Sobre se redescobrir, se reiventar, eu já tentava fazer isso todo dia. Não sou escritora, uma vez que não recebo para tal, mas escrevo todos os dias da minha vida, e quem escreve olha muito pra dentro. Porque olhar pra dentro é se questionar, se negar e se aceitar. Refletir sobre si para poder escrever sobre o humano e sobre o mundo te obriga a te virar do avesso. Eu nunca acreditei que eu era o meu emprego, o meu carro ou o meu pequeno apartamento, como ele diz. É óbvio que eu não sou a minha rotina. Nem nunca permiti que minha rotina definisse quem eu sou.

Mas eu confesso que concordo plenamente quando ele fala em se reinventar. Num novo ambiente, você também adota o novo para si, e eu acho que essa parte do "novo papel" é a melhor. Sair do seu país e começar uma nova vida em outro é como ganhar uma tela em branco, de certa forma. A gente preenche ela como quer, dentro das oportunidades oferecidas, claro. Mas tanto a tela, quanto as oportunidades são diferentes, por isso, a imagem final, o papel a ser representado, será diferente.
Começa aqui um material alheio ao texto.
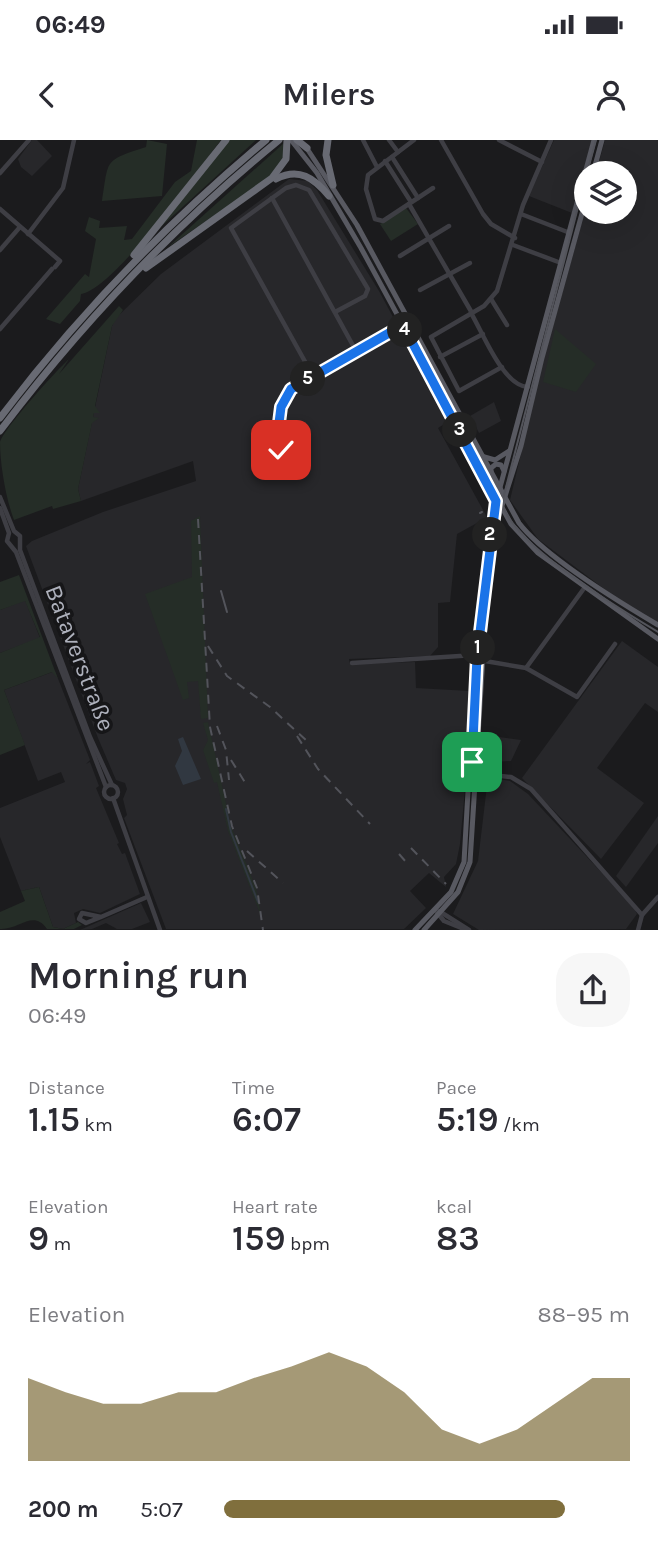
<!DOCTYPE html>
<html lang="en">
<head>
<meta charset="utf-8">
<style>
	body { margin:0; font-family:Karla,sans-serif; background:#f7f7f7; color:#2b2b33; height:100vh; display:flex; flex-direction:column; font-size:26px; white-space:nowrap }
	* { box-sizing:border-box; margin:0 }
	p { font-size:23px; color:#7c7c81 }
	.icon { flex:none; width:38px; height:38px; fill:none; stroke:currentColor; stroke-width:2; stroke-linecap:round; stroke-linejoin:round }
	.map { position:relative; height:790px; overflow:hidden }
	.side { display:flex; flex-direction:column; background:#fff; flex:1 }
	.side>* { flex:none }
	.fabs { position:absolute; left:574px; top:21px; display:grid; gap:14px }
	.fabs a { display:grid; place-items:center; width:63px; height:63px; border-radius:50%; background:#fff; box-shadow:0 7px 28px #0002; font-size:35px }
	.pin { position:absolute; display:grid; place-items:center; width:60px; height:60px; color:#fff; margin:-30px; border-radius:14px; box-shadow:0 4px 10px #0006 }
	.km { position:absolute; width:35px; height:35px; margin:-18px; border-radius:50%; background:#222; color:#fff; font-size:19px; line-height:35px; text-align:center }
	.round { display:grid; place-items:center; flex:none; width:74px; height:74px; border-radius:28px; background:#f7f7f7 }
	.headline { display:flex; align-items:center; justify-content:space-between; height:119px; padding:0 28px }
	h1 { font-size:38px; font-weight:600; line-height:52px }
	.stats { display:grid; grid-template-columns:repeat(3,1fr); gap:10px; height:119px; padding:7px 28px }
	.stats div { display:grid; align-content:center }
	.stats b { font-size:35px; font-weight:600 }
	.stats small { font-size:19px; font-weight:400 }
	.stats p { font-size:19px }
	.chart { height:196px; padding:14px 28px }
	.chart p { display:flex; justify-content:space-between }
	.chart svg { width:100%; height:126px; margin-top:7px; fill:#806f3d; opacity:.7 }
	ul { padding:0 28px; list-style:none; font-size:23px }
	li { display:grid; grid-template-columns:112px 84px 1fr; align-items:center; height:52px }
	li i { height:18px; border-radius:9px; background:#806f3d }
	.status { display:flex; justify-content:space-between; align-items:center; height:49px; padding:0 35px; background:#fff; direction:ltr }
	.status svg { height:19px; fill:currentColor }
	header { display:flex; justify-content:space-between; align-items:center; height:91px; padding:0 28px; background:#fff; font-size:32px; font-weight:600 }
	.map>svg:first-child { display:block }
	.built { fill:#27272a }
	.green { fill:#252d27 }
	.water { fill:#313841 }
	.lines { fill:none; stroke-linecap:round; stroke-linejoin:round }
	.stream { stroke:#313841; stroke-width:2 }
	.minor { stroke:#3e3e44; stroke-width:4.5 }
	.major { stroke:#585961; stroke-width:5 }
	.highway { stroke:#686a73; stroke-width:7 }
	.tram { stroke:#53545b; stroke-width:2 }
	.rail { stroke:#53545b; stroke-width:2; stroke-dasharray:9 7; stroke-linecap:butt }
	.route-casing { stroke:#fff; stroke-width:14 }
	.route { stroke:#1a73e8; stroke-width:9 }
	.labels { text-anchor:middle; stroke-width:7; stroke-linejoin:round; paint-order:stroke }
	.street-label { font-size:24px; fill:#aeb1bc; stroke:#161618 }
</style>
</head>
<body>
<div class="status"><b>06:49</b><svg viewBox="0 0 49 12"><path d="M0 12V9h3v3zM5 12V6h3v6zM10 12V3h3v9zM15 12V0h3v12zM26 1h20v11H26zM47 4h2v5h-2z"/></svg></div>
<header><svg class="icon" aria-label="back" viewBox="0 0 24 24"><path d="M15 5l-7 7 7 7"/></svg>Milers<svg class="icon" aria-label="person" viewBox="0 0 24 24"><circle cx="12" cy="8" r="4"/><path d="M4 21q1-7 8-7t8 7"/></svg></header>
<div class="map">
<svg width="658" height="790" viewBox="0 0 658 790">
	<rect width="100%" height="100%" fill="#1b1b1d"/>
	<g class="built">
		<path d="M32,0H37L52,16L32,36L21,27L18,19Z"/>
		<path d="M554,0H592L572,73L529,56Z"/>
		<path d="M605,0H658V484L611,454L538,399L510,360L542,226L586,68V72H625V33H596Z"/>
		<path d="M289,39L308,41L317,50L379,151L449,281L438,288L488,379V384L477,383L457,394L450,462L438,463V507L430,516L349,519L350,524L415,522L416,548L470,551L467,627L460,704L456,724L444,737L446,747L429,733L410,751L426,768L404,789H166L124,678L127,675L123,659L127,649L125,643L116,640L98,598L26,406L32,401L103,372L196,341L193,321L81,361L78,349L112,186L116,178L161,134Z"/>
		<path d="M494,262L501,281L479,293L470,276Z"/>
		<path d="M25,460L40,498L0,513V470Z"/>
		<path d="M622,501L658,527V572L645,563L597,628L644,663L601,719L522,638Z"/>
		<path d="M55,531L90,620L86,624L90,622L99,646L96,648L119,703L117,704L122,714L125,713L140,754L100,773L83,769L74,773L76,783L63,789L53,787L39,747L21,751L0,697V668L65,642L61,632L38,641L4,550Z"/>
		<path d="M499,597L521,600L511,621L491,622L492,600H499Z"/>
		<path d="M488,637L510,641L528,654L633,766L637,774L626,789L479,790L453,774L478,721Z"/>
		<path d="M658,676V703L626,747L616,736Z"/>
		<path d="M141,763L150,782L132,789H117L106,783L92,789L80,790Z"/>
	</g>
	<g class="green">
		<path d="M147,0L167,4L162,56L102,61C109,19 103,21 146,7Z"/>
		<path d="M197,0H221C196,32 114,149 81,154L80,161L60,184L46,179L85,134L89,137L96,99L85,91L89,77L100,81L99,88L127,86L124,100L132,99L175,42L191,31Z"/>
		<path d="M229,0H256L153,94Z"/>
		<path d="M284,3L285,18L269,38L168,107Z"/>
		<path d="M406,68L418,84L391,101L380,84Z"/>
		<path d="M119,166L123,170L112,186L95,266L100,273H94L93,277L99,278L92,283L78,349L81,361L53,369L52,366L14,380C6,359 0,325 0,302C6,286 55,232 69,219L59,234Z"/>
		<path d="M555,189L596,224L576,252L543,242Z"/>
		<path d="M200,376L208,578L201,579L198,541L187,542L189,558L183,560L145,454L192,437L191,381Z"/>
		<path d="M19,435L58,539L52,532L4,550L25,605L0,615V513L40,497L25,461L0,470V442Z"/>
		<path d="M208,582L231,686L256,748L261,776L228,691L217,642L214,643L203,610L208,600L203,583Z"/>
		<path d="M39,747L53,787L63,789L78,782L82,785L74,789H47C33,769 20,790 0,789V772L25,761L21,751Z"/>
	</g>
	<path class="water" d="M183,597L201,639L183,645L175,626L182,611L178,599Z"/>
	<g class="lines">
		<path class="stream" d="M226,669L231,692L258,762"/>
		<g class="minor">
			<path d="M363,0L377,27"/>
			<path d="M389,0L398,12"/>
			<path d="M414,0L368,35L366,49L375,79L383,81L433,48"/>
			<path d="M441,0L483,74L491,84L515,98"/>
			<path d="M499,0L542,22"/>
			<path d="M392,17L418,58"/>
			<path d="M385,21L411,62"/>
			<path d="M0,33L29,0"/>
			<path d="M272,58L356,211"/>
			<path d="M409,64L472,173"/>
			<path d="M0,69L60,121L55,127"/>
			<path d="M521,74L570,93"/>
			<path d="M28,94L63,48L74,0"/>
			<path d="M513,105L561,123"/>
			<path d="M0,110L20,87"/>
			<path d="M400,116L449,86"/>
			<path d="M420,150L470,123"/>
			<path d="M491,159L507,185"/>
			<path d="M471,173C483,193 503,246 528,247"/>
			<path d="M0,189L52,129"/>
			<path d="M440,217L483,194"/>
			<path d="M502,227L459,251L431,197L484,166L497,151L523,65L551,0"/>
			<path d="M313,236L231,88L286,48L296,45L309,50L368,149L365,156L335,172"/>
			<path d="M278,292L288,306L284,310L276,307L281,267L291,249L403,185"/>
			<path d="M0,357L14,391L20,396V410L90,597L112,645"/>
			<path d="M0,368L9,393L7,401L16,412L106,647"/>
			<path d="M352,523L475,515L485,521L526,528L577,557L615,504"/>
			<path d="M526,528L585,447"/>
			<path d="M473,633L511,637L531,649L642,775"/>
			<circle cx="111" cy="652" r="7"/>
			<path d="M113,658L160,790"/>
			<path d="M435,770L444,781L464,789"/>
			<path d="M439,771L469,790"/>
			<path d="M101,777L86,783L79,779L82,773L101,777L147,757"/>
			<path d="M638,790L642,775L658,757"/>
		</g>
		<g class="major">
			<path d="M291,0L317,33L361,108L511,384L538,413L658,499"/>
			<path d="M306,7L357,85L519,383C545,417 619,462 658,485"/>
			<path d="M593,33L602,0"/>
			<path d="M481,316L495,320L509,311"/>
			<path d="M491,334V328L496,324L501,325L504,331"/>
			<path d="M493,394L521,306L542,218L586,59"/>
			<path d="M415,790L451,752L464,722L473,563L492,377L594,0"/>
			<path d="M424,790L458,752L470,722L486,470"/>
		</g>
		<g class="highway">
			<path d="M297,0L307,8"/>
			<path d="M328,0L326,15L333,45"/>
			<path d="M276,39C299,27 314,38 329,56"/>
			<path d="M134,115L226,0"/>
			<path d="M146,128L272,38L286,19L287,0"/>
			<path d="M0,278C78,175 167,83 266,0"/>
			<path d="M0,291C81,184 175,85 279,0"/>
		</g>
		<g class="tram">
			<path d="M587,33L596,0"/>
			<path d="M586,36L502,363C512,404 621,470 658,492"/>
			<path d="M480,373L482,372"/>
			<path d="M221,451L227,472"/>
		</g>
		<g class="rail">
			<path d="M198,379L210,587L232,686L257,748L263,790"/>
			<path d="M208,506L227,536L270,567L308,602"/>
			<path d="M217,586L226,610L229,640"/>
			<path d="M297,596L318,629L370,684"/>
			<path d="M231,620L246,644"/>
			<path d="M411,708L446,744"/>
			<path d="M247,711L283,743"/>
			<path d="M399,714L407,723"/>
		</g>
	</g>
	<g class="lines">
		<g class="route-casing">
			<path id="route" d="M281,310L276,307L281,267L291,249L403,185L496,361L477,517L472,622"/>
		</g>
		<use href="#route" class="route"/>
	</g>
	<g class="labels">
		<g class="street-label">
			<text transform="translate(80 518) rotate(69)" y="8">Bataverstraße</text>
		</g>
	</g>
</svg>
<div class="fabs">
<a><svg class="icon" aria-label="layers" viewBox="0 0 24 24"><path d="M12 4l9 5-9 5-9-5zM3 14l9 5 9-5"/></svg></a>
</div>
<div class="pin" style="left:472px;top:622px;background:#1e9e55"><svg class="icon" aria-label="arrive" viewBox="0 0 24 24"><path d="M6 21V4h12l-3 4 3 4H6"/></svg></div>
<div class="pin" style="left:281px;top:310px;background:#d93025"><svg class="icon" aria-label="check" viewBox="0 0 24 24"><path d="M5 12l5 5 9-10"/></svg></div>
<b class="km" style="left:478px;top:508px">1</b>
<b class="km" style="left:490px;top:395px">2</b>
<b class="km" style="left:460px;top:290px">3</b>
<b class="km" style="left:405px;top:190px">4</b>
<b class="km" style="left:308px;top:239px">5</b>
</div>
<section class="side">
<div class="headline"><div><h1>Morning run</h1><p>06:49</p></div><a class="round"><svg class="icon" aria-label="share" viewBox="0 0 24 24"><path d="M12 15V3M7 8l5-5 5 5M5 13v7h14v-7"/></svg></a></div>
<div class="stats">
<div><p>Distance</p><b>1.15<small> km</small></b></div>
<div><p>Time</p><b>6:07</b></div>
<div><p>Pace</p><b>5:19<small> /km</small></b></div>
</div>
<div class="stats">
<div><p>Elevation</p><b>9<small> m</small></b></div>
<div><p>Heart rate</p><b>159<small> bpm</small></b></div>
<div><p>kcal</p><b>83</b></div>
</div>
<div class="chart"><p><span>Elevation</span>88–95 m</p>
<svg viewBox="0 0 160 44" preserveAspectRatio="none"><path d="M0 44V15L10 20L20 24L30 24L40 20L50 20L60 15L70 11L80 6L90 11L100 20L110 33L120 38L130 33L140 24L150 15L160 15V44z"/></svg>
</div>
<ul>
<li><b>200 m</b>5:07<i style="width:84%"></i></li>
</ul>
</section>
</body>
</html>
A cada "morte" do papel antigo, a cada novo papel, existe a chance de fazer melhor que antes. Se preocupar menos, se permitir mais, ser mais (ou menos) saudável, confiante, espontâneo... A tela em branco é linda e assustadora ao mesmo tempo. Estou vivendo as delícias e medos da tela completamente em branco pela primeira vez, mas já acho que todo mundo devia passar por isso um dia, é libertador.

P.s.: Na foto abaixo, uma das muitas maneiras que eu me reinvento todo dia: Estamos morando num apartamento sem cozinha. Encomendamos uma, porém, o tempo de espera é de 2 meses. Mas como é inverno, os itens que iriam para a geladeira ficam assim, na sacada.


quinta-feira, 5 de janeiro de 2017

Um chaveiro e uma saudade

Há alguns anos - 5 ou 6, não sei precisar - meus pais me deram um chaveiro de presente. Eles haviam ido visitar Piratuba, em Santa Catarina, região famosa por suas águas termais e suas pedras. O chaveiro era de uma pedra amarronzada e tinha o formato do Brasil.

Na época, deixei o presente de lado, eu já tinha um chaveiro: um que uma amiga tinha trazido de Londres pra mim. Lá no Brasil, um chaveiro do Brasil não tinha serventia.

Agora, alguns anos mais tarde e 11 mil quilômetros distante do Brasil e dos meus pais, coloquei as chaves da minha nova casa européia naquele chaveiro de pedra. Agora ele tem um significado.

Acho que é isso que os pais fazem, nos fornecem coisas - seja um casaco, seja um conselho - que só farão sentido mais tarde.